• In elementary school, I wasn’t overly bothered by the physical nature of bullying. What really got under my skin was the hatred in their eyes. Ally Kennelfry*, Jell Ruleimi*, and their leader, Jean Hopenix* – this trio were Holy Rosary’s mean girls in my day. I still remember seeing the disgust in their eyes when I would catch their stare. Following their lead was the class alpha-male, Canon Sooner*. What shocked me the most was when I bumped into them individually – they would be nice all of a sudden. But as soon as they were together their nastiness came out like fireworks. On a few occasions I witnessed how herd behavior manifests itself, when kids turn from observers to participants. The students would feed off of collective hysteria and find themselves as fellow bullies. Thankfully, by the seventh and eighth grade new kids joined our class. As they became new targets, the bullies attention diverted away from me. Maybe puberty had a part to play, as well.
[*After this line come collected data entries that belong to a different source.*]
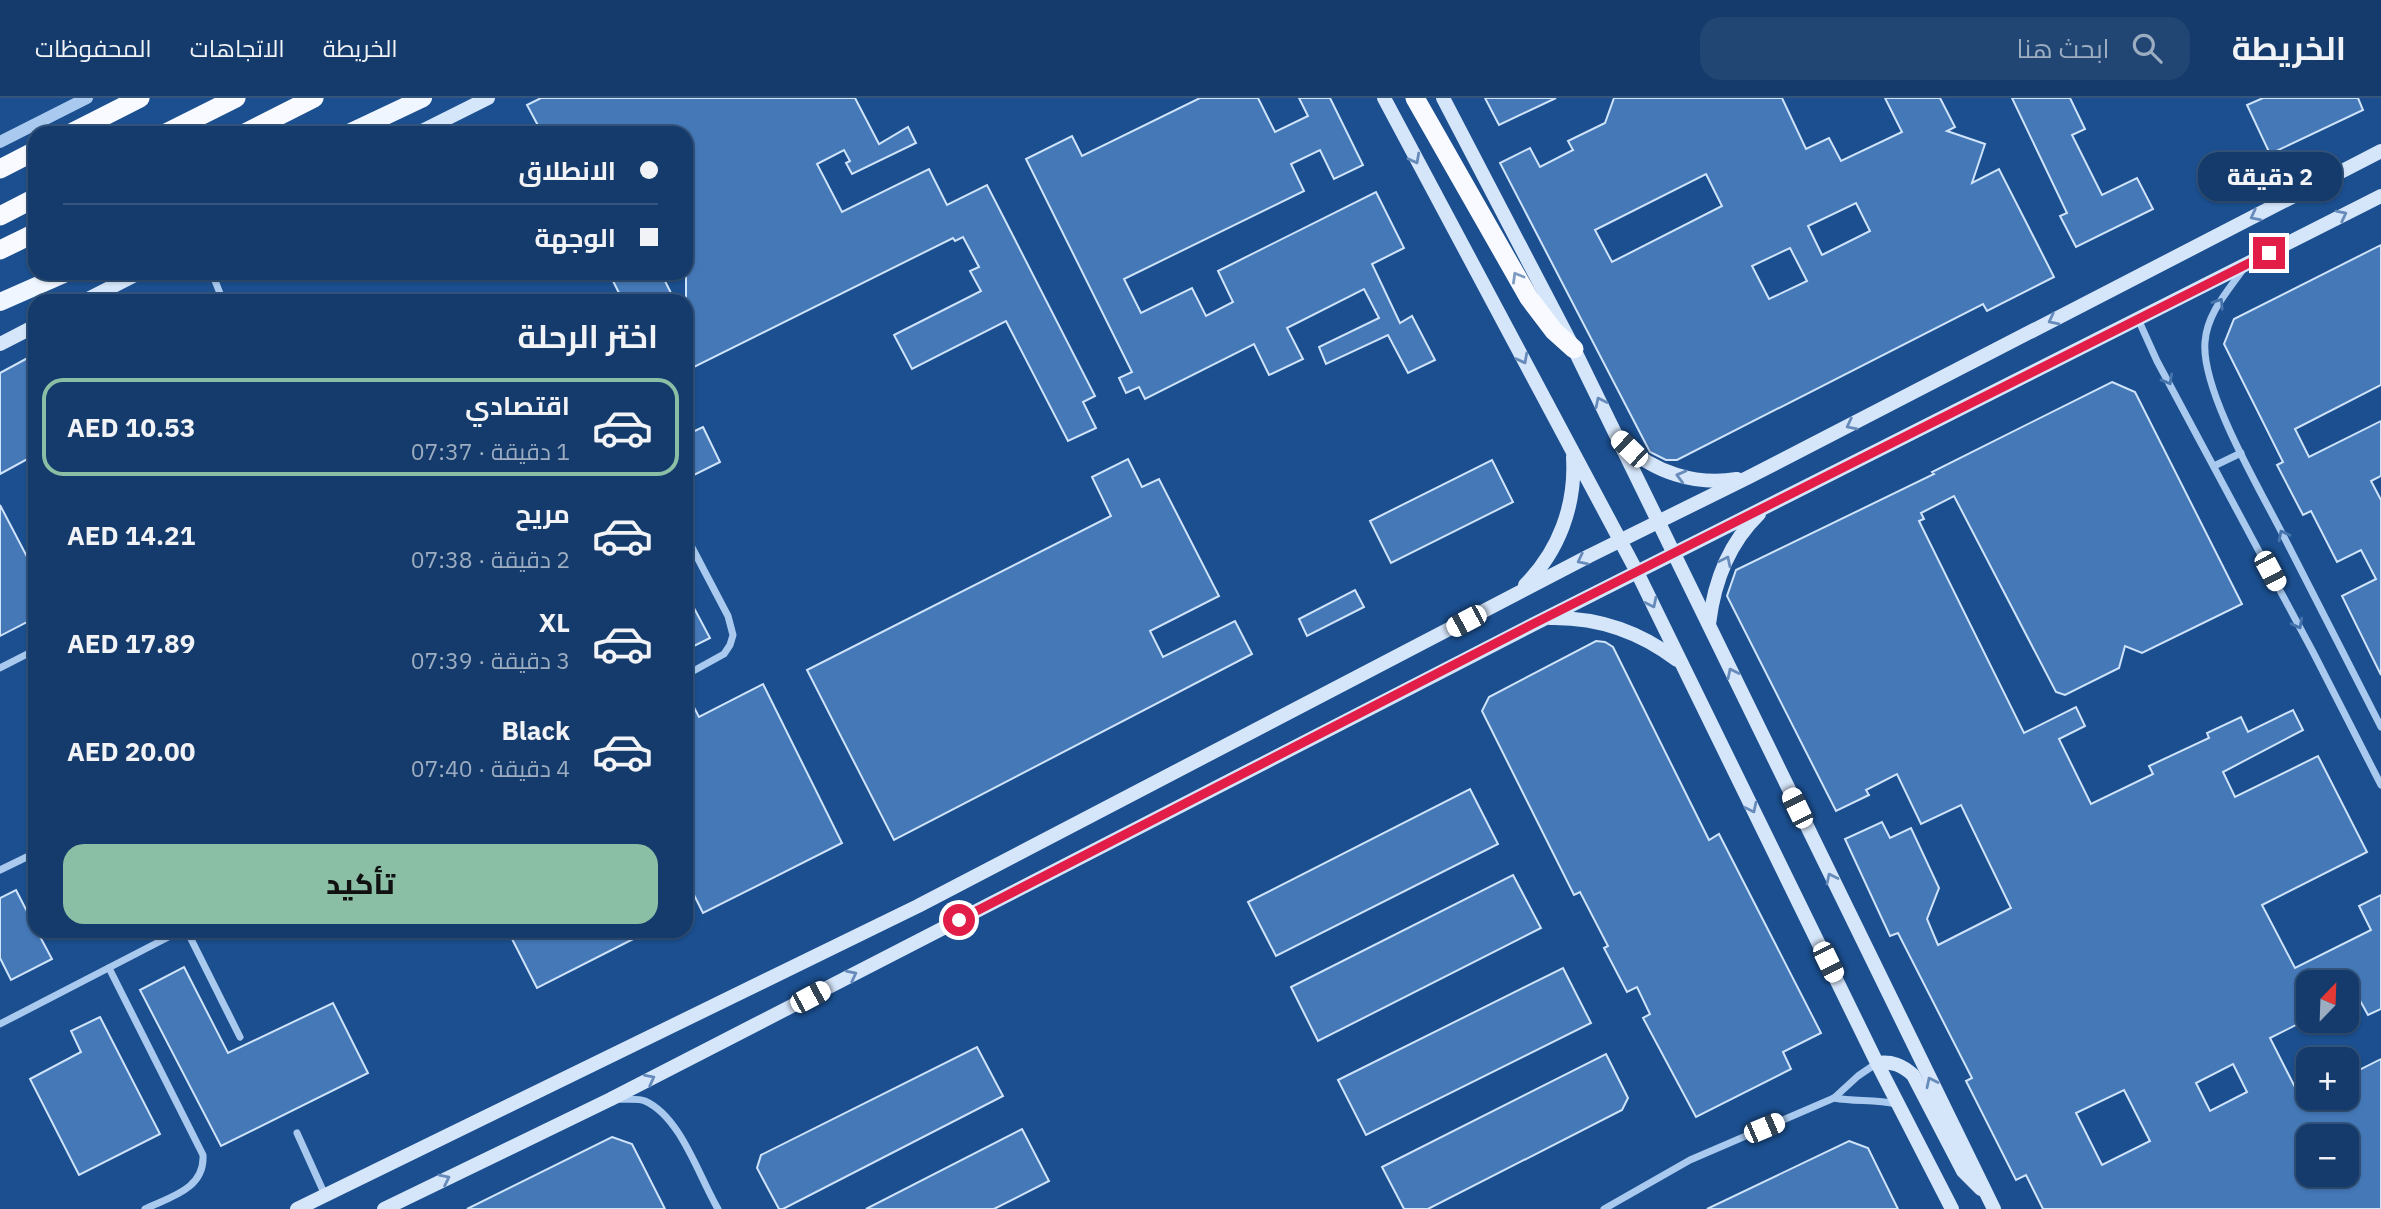 <!DOCTYPE html>
<html lang="ar">
<meta charset="utf-8">
<style>
:root{--surface:#143b6b;--page:#214673;--text:#f1f3f6;--muted:#9dadc1;--line:#33557e;--accent:#8abfa5}
body{margin:0;font-family:"IBM Plex Sans",Cairo,sans-serif;background:var(--page);color:var(--text);direction:rtl;height:100vh;display:flex;flex-direction:column;font-size:26px;white-space:nowrap}
*{box-sizing:border-box;margin:0}
p{font-size:23px;color:var(--muted)}
.icon{flex:none;width:38px;height:38px;fill:none;stroke:currentColor;stroke-width:2;stroke-linecap:round;stroke-linejoin:round}
.map{position:relative;flex:1;overflow:hidden;direction:ltr}
.drawer{position:absolute;left:28px;top:196px;width:665px;height:644px;display:flex;flex-direction:column;background:var(--surface);border-radius:21px;box-shadow:0 2px 5px #0004,0 0 0 2px var(--line);direction:rtl}
.drawer>*{flex:none}
.top-card{position:absolute;left:28px;top:28px;width:665px;height:154px;border-radius:21px;box-shadow:0 2px 5px #0004,0 0 0 2px var(--line);direction:rtl;display:grid;align-content:center;height:154px;padding:0 35px;background:var(--surface)}
.needle{width:46px;rotate:23deg}
.controls{position:absolute;left:2296px;top:872px;display:grid;gap:14px}
.controls a{display:grid;place-items:center;width:63px;height:63px;border-radius:14px;background:var(--surface);box-shadow:0 2px 5px #0004,0 0 0 2px var(--line);font-size:35px}
.end{position:absolute;width:32px;height:32px;margin:-16px;border:9px solid #e11d48;background:#fff;box-shadow:0 0 0 4px #fff}
.from{border-radius:50%}
.bubble{position:absolute;height:49px;border-radius:21px;background:var(--surface);box-shadow:0 2px 5px #0004,0 0 0 2px var(--line);font-size:23px;font-weight:800;line-height:49px;text-align:center;direction:rtl}
.car{position:absolute;width:21px;height:42px;margin:-21px -10px;border-radius:9px;box-shadow:0 0 5px 2px #0007;background:linear-gradient(#fff 24%,#345 0 40%,#fff 0 76%,#345 0 86%,#fff 0)}
.top-card b{display:flex;align-items:center;gap:24px;height:66px;font-size:26px}
.top-card b+b{border-top:2px solid var(--line)}
.top-card i{width:18px;height:18px;background:var(--text)}
ul{padding:0;list-style:none}
li{display:flex;align-items:center;gap:21px;height:98px;margin:0 14px 10px;padding:0 21px;border:4px solid transparent;border-radius:21px}
li div{flex:1}
li b{display:block;font-size:26px}
li em{font-style:normal;font-weight:800}
li.active{border-color:var(--accent)}
li>.icon{width:63px;height:63px;stroke-width:1.5}
h2{padding:0 35px;font-size:32px;line-height:84px}
.button{display:flex;gap:14px;margin-top:auto;padding:14px 35px}
.button a{flex:1;height:80px;border-radius:21px;background:var(--accent);color:#111;font-size:28px;font-weight:800;line-height:80px;text-align:center}
header{display:flex;align-items:center;gap:42px;box-sizing:border-box;height:98px;padding:0 35px;background:var(--surface);border-bottom:2px solid var(--line)}
header strong{font-size:33px}
nav{display:flex;gap:38px;margin-inline-start:auto;font-size:24px}
.search{width:490px;height:63px;background:var(--page);display:flex;align-items:center;gap:18px;box-sizing:border-box;padding:0 24px;border-radius:21px;color:var(--muted);font-size:26px}
.map>svg:first-child{display:block}
.building{fill:#4478b7;stroke:#cfe3fa;stroke-width:2;fill-rule:evenodd}
.lines{fill:none;stroke-linecap:round;stroke-linejoin:round}
.minor{stroke:#a9c9ee;stroke-width:7}
.tertiary{stroke:#a9c9ee;stroke-width:12}
.secondary{stroke:#d6e6fa;stroke-width:14}
.primary{stroke:#f0f6ff;stroke-width:18}
.trunk{stroke:#f8faff;stroke-width:19}
.oneway{stroke:#668bba}
.oneway2{stroke:#7e9cc1}
.oneway3{stroke:#4674ac}
.route{stroke:#e11d48;stroke-width:9}
</style>
<header>
<strong>الخريطة</strong>
<div class="search"><svg class="icon" aria-label="search" viewBox="0 0 24 24"><circle cx="10" cy="10" r="6"/><path d="M15 15l6 6"/></svg>ابحث هنا</div>
<nav><a>الخريطة</a><a>الاتجاهات</a><a>المحفوظات</a></nav>
</header>
<div class="map">
<svg width="2381" height="1111" viewBox="0 0 2381 1111">
<rect width="100%" height="100%" fill="#1b4f8f"/>
<g class="building">
<path d="M541,0H855L879,46L908,29L916,45L852,76L846,65L850,63L844,52L817,66L842,114L929,71L947,107L987,87L1095,298L1083,304L1096,330L1068,343L1006,223L912,271L894,237L981,193L970,173L979,169L963,139L955,143L953,140L686,273V35H542L527,7Z"/>
<path d="M1200,0H1258L1275,34L1308,18L1299,0H1330L1363,67L1334,81L1320,52L1291,66L1304,93L1124,181L1141,215L1192,190L1206,218L1233,204L1218,173L1376,94L1404,150L1372,166L1400,225L1412,218L1435,262L1408,275L1388,237L1326,266L1319,249L1379,220L1364,191L1287,230L1303,261L1269,277L1254,246L1145,301L1139,289L1126,295L1119,280L1132,274L1026,61L1072,38L1082,58Z"/>
<path d="M1485,0H1556L1499,27Z"/>
<path d="M1614,0H1782L1806,51L1829,40L1841,63L1902,34L1885,0H1940L1955,29L1947,33L1985,46L1972,85L1999,71L2054,179L1987,213L1983,206L1677,362H1666L1650,354L1500,65L1530,50L1540,69L1573,52L1568,43L1605,25ZM1706,76L1722,108L1612,164L1595,132ZM1856,105L1870,133L1822,157L1808,128ZM1790,150L1807,183L1769,201L1752,168Z"/>
<path d="M2012,0H2070L2085,31L2072,37L2102,97L2137,80L2153,111L2076,149L2060,118L2067,115Z"/>
<path d="M2263,0H2358L2363,12L2270,56L2247,7Z"/>
<path d="M2244,56L2251,71L2233,81L2225,66Z"/>
<path d="M2381,147V287L2295,331L2309,359L2381,323V378L2371,383L2381,402V577L2342,498L2376,481L2361,452L2337,464L2311,413L2303,417L2277,367L2283,364L2224,246L2234,221Z"/>
<path d="M609,175H661L675,203H623Z"/>
<path d="M35,256V357L0,376V275Z"/>
<path d="M2112,284L2135,294L2242,506L2142,555L2125,548L2119,570L2065,597L2056,594L1954,398L1921,415L1924,421L1919,423L2024,635L2076,609L2085,628L2059,641L2091,706L2153,676L2149,668L2209,640L2207,635L2241,619L2248,634L2293,612L2303,632L2223,674L2235,699L2318,658L2367,754L2262,807L2295,870L2371,832L2359,808L2381,797V911L2368,917L2357,897L2347,902V884H2308V921L2270,940L2301,1001L2305,999H2347V978L2381,961V1111H2043L2026,1077L2016,1082L1966,983L1972,980L1898,835L1890,838L1845,741L1882,724L1890,740L1911,730L1939,790L1927,821L1938,847L2011,810L1961,707L1921,726L1897,676L1866,692L1869,697L1836,713L1727,498L1736,472L1934,376L1932,374ZM2233,966L2247,994L2210,1013L2196,985ZM2124,992L2150,1043L2102,1067L2076,1015ZM2308,1038H2347V1076H2308Z"/>
<path d="M703,329L720,364L686,381V337Z"/>
<path d="M1128,361L1142,389L1159,381L1219,498L1150,533L1163,559L1235,523L1252,556L894,742L807,572L1111,418L1092,379Z"/>
<path d="M1492,362L1513,404L1391,465L1370,423Z"/>
<path d="M0,407L35,474V520L0,538Z"/>
<path d="M1355,492L1364,509L1307,538L1299,521Z"/>
<path d="M686,495L710,540L686,552Z"/>
<path d="M1596,543L1605,544L1613,549L1709,742L1719,736L1821,935L1783,954L1791,971L1696,1019L1643,920L1650,916L1637,889L1627,894L1604,850L1608,848L1580,794L1574,797L1482,613L1489,599Z"/>
<path d="M763,586L842,745L703,815L686,781V594L699,619Z"/>
<path d="M1470,691L1498,746L1276,858L1248,804Z"/>
<path d="M1513,777L1541,830L1318,943L1291,889Z"/>
<path d="M16,792L35,829V833H37L52,861L11,882L0,860V800Z"/>
<path d="M508,833H649L537,890Z"/>
<path d="M184,869L228,955L333,905L368,975L221,1048L140,892Z"/>
<path d="M1563,870L1591,925L1366,1037L1338,982Z"/>
<path d="M100,919L160,1036L79,1077L30,981L81,954L71,933Z"/>
<path d="M977,949L1003,998L783,1111H779L757,1070L761,1057Z"/>
<path d="M1606,956L1628,1000L1622,1012L1428,1111H1404L1382,1069Z"/>
<path d="M1022,1031L1049,1083L994,1111H866Z"/>
<path d="M612,1039L632,1046L665,1111H467Z"/>
<path d="M1849,1043L1868,1050L1898,1111H1707Z"/>
</g>
<g class="lines">
<g class="minor">
<path d="M2244,170C2228,193 2207,215 2205,244C2201,292 2259,390 2282,435C2315,499 2348,564 2381,629"/>
<path d="M212,175L223,203"/>
<path d="M2138,221L2157,263L2313,554L2381,687"/>
<path d="M2214,368L2241,355"/>
<path d="M686,438L728,518L733,537L730,547L724,556L686,577"/>
<path d="M0,570L35,552"/>
<path d="M0,772L35,755"/>
<path d="M187,833L240,939"/>
<path d="M109,870L203,1057C205,1091 170,1099 145,1111"/>
<path d="M0,926L180,833"/>
<path d="M1834,1000C1855,1004 1875,1001 1896,1006"/>
<path d="M618,1001C626,1002 638,1000 645,1003C681,1019 699,1079 718,1111"/>
<path d="M297,1035L325,1097"/>
<path d="M1604,1111L1690,1062L1834,1000L1858,978L1877,965"/>
</g>
<path class="tertiary" d="M0,44L87,0"/>
<g class="secondary">
<path d="M1384,0L1637,474L1877,965L1952,1111"/>
<path d="M1443,0L1574,251L1994,1111"/>
<path d="M418,35L488,0"/>
<path d="M84,203L139,175"/>
<path d="M0,246L35,228"/>
<path d="M1624,346C1653,374 1696,388 1737,381"/>
<path d="M1525,487C1559,453 1576,407 1573,359"/>
<path d="M1550,520C1598,519 1639,533 1677,562"/>
<path d="M1709,526C1714,484 1728,446 1759,416"/>
<path d="M1877,965C1892,963 1902,967 1913,977L1963,1073L1981,1091"/>
<path d="M297,1111L918,808L1589,458L1749,379L2381,53"/>
<path d="M384,1111L611,1001L1532,527L2381,98"/>
</g>
<g class="primary">
<path d="M349,35L423,0"/>
<path d="M0,204L66,175"/>
</g>
<g class="trunk">
<path d="M1415,0L1529,200L1554,233L1574,251"/>
<path d="M71,35L140,0"/>
<path d="M166,35L236,0"/>
<path d="M245,35L314,0"/>
<path d="M0,71L35,53"/>
<path d="M0,118L35,100"/>
<path d="M0,152L35,135"/>
</g>
</g>
<defs><path id="oneway-chevron" d="M-2-3.5L2.5 0L-2 3.5" fill="none" stroke-width="1.6" stroke-linecap="round" stroke-linejoin="round" transform="scale(1.75)"/></defs>
<g class="oneway">
<use href="#oneway-chevron" transform="translate(1415 61) rotate(62)"/>
<use href="#oneway-chevron" transform="translate(2342 117) rotate(-27)"/>
<use href="#oneway-chevron" transform="translate(2255 118) rotate(153)"/>
<use href="#oneway-chevron" transform="translate(2053 222) rotate(153)"/>
<use href="#oneway-chevron" transform="translate(1523 261) rotate(62)"/>
<use href="#oneway-chevron" transform="translate(1600 304) rotate(-116)"/>
<use href="#oneway-chevron" transform="translate(1851 327) rotate(153)"/>
<use href="#oneway-chevron" transform="translate(1681 378) rotate(-165)"/>
<use href="#oneway-chevron" transform="translate(1582 462) rotate(153)"/>
<use href="#oneway-chevron" transform="translate(1726 463) rotate(-64)"/>
<use href="#oneway-chevron" transform="translate(1652 505) rotate(64)"/>
<use href="#oneway-chevron" transform="translate(1732 575) rotate(-116)"/>
<use href="#oneway-chevron" transform="translate(1752 710) rotate(64)"/>
<use href="#oneway-chevron" transform="translate(1831 780) rotate(-116)"/>
<use href="#oneway-chevron" transform="translate(852 877) rotate(-27)"/>
<use href="#oneway-chevron" transform="translate(650 981) rotate(-27)"/>
<use href="#oneway-chevron" transform="translate(1931 984) rotate(-116)"/>
<use href="#oneway-chevron" transform="translate(445 1081) rotate(-26)"/>
</g>
<use class="oneway2" href="#oneway-chevron" transform="translate(1517 179) rotate(-120)"/>
<g class="oneway3">
<use href="#oneway-chevron" transform="translate(2219 205) rotate(-57)"/>
<use href="#oneway-chevron" transform="translate(2168 282) rotate(61)"/>
<use href="#oneway-chevron" transform="translate(2283 437) rotate(-117)"/>
<use href="#oneway-chevron" transform="translate(2298 526) rotate(62)"/>
</g>
<g class="lines">
<path class="route" d="M959,822L1531,527L2269,155"/>
</g>
</svg>
<div class="controls">
<a><svg class="needle" viewBox="-14 -14 28 28"><path d="M0-13l5 13h-10z" fill="#e53935"/><path d="M0 13l5-13h-10z" fill="#9dadc1"/></svg></a>
<a>+</a>
<a>−</a>
</div>
<i class="end from" style="left:959px;top:822px"></i>
<i class="end" style="left:2269px;top:155px"></i>
<div class="bubble" style="left:2198px;top:54px;width:144px">2 دقيقة</div>
<i class="car" style="left:1629px;top:351px;rotate:314deg"></i>
<i class="car" style="left:2270px;top:473px;rotate:152deg"></i>
<i class="car" style="left:1466px;top:523px;rotate:242deg"></i>
<i class="car" style="left:1797px;top:710px;rotate:334deg"></i>
<i class="car" style="left:1828px;top:864px;rotate:154deg"></i>
<i class="car" style="left:810px;top:899px;rotate:62deg"></i>
<i class="car" style="left:1764px;top:1030px;rotate:67deg"></i>
<div class="top-card">
<b><i class="from"></i>الانطلاق</b>
<b><i></i>الوجهة</b>
</div>
<section class="drawer">
<h2>اختر الرحلة</h2>
<ul>
<li class="active"><svg class="icon" aria-label="car" viewBox="0 0 24 24"><path d="M5 17H2v-5l4-1 3-4h7l3 4 3 1v5h-3M9 17h6M6 11h13"/><circle cx="7" cy="17" r="2"/><circle cx="17" cy="17" r="2"/></svg><div><b>اقتصادي</b><p>1 دقيقة · 07:37</p></div><em>AED 10.53</em></li>
<li><svg class="icon" aria-label="car" viewBox="0 0 24 24"><path d="M5 17H2v-5l4-1 3-4h7l3 4 3 1v5h-3M9 17h6M6 11h13"/><circle cx="7" cy="17" r="2"/><circle cx="17" cy="17" r="2"/></svg><div><b>مريح</b><p>2 دقيقة · 07:38</p></div><em>AED 14.21</em></li>
<li><svg class="icon" aria-label="car" viewBox="0 0 24 24"><path d="M5 17H2v-5l4-1 3-4h7l3 4 3 1v5h-3M9 17h6M6 11h13"/><circle cx="7" cy="17" r="2"/><circle cx="17" cy="17" r="2"/></svg><div><b>XL</b><p>3 دقيقة · 07:39</p></div><em>AED 17.89</em></li>
<li><svg class="icon" aria-label="car" viewBox="0 0 24 24"><path d="M5 17H2v-5l4-1 3-4h7l3 4 3 1v5h-3M9 17h6M6 11h13"/><circle cx="7" cy="17" r="2"/><circle cx="17" cy="17" r="2"/></svg><div><b>Black</b><p>4 دقيقة · 07:40</p></div><em>AED 20.00</em></li>
</ul>
<div class="button"><a>تأكيد</a></div>
</section>
</div>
• I had to deal with a lot of anger issues from the many years I spent in that war zone. I had built up many layers of defense, The problem is that the bullied often becomes the bully. I first realized this when my cousin Roman pulled me aside after swim practice one day. I had joined the Burlington YMCA swim team when I was eleven years old. Roman started six months later. He said that the other kids didn’t like me because I was being mean to them. I was shocked to hear that, and it became a turning point in my behavior. I started to be nicer to everyone on the swim team, realizing that I needed to segment my behavior from school.
• Being bullied either makes you stronger, or it can break you down. I often look back at those years and feel that I kept my sanity because I had three sets of friends: Those on the swim team, my Czechoslovakian friends, and then there were the school kids. Since I was only hated at school, I managed to rationalized that the problem wasn’t in me.
• When I watch movies with an antagonist, I often wonder if real life bullies identify with the villain, or with the hero. I have always identified with the hero, even if I have played both sides at different stages in my life.
• We always want our children to be better than us. Some may interpret that to mean success through wealth, fame, or power. But it’s beyond that. I want my boys to be stronger than me. Emotionally, physically, and socially. I want them to survive in this world beyond what I could possibly achieve. I want them to make an impact on their world better than what I achieved. I want to give my boys what my father didn’t – to be their mentor.
• Even with emotional clarity, I always felt limited in my ability to reach the top tiers of success. I revered those that had mentors throughout their lives. I observed how a select few attributed their achievements to a mentor. I never had someone that would sit with me and assess my life and provide continual and persistent guidance. The only times I would be approached directly by a family member was when I was in crisis, or when I had done something horribly wrong. Those times I had been lectured and disciplined. The closest I had to a mentor in those years was my coach, Morris Vaillancourt*, and my girlfriend’s father, Conrad Brown. I respected them immensely – always listening to their words of wisdom, and lessons from life. They were mentors by example and in how they viewed life.
* Morris Vaillancourt, was the coach of the Burlington YMCA Swim Club. He is also a National Coach, Level I and II Clinic Conductor. In 1973 Morris was the Canada Games Coach and also held the position of Chairman of the Ontario Swimming Coaches Association. He has trained over 100 Provincial and National record holders.